Task brief
In the entries below, find every line with "金城便利" and copy it.

Data to use
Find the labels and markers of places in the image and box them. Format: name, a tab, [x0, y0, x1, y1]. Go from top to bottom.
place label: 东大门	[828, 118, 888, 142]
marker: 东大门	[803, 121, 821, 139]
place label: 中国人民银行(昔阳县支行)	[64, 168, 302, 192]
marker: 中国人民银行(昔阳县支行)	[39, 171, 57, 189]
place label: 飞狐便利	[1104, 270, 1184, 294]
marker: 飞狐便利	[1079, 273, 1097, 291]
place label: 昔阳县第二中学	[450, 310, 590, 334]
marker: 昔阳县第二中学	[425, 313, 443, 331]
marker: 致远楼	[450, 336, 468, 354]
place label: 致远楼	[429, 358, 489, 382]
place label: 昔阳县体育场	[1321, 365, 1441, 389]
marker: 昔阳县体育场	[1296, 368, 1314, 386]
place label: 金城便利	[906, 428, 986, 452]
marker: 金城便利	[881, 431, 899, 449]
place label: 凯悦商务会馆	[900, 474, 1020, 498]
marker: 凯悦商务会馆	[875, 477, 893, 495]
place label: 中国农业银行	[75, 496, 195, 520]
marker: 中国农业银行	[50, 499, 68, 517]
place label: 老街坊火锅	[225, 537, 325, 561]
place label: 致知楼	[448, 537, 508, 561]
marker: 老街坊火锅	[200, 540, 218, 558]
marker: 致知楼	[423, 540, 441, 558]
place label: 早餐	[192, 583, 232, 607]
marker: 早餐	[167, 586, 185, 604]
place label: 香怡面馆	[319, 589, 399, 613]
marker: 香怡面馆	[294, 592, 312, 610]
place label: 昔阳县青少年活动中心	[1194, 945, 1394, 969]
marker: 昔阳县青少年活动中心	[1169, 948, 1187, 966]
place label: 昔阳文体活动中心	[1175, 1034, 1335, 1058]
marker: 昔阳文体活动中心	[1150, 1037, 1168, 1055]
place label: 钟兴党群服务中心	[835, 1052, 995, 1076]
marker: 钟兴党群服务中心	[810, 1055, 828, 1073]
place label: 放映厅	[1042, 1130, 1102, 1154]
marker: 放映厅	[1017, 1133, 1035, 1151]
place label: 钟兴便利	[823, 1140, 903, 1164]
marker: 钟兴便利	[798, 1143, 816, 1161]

Exercise output
place label: 金城便利	[906, 428, 986, 452]
marker: 金城便利	[881, 431, 899, 449]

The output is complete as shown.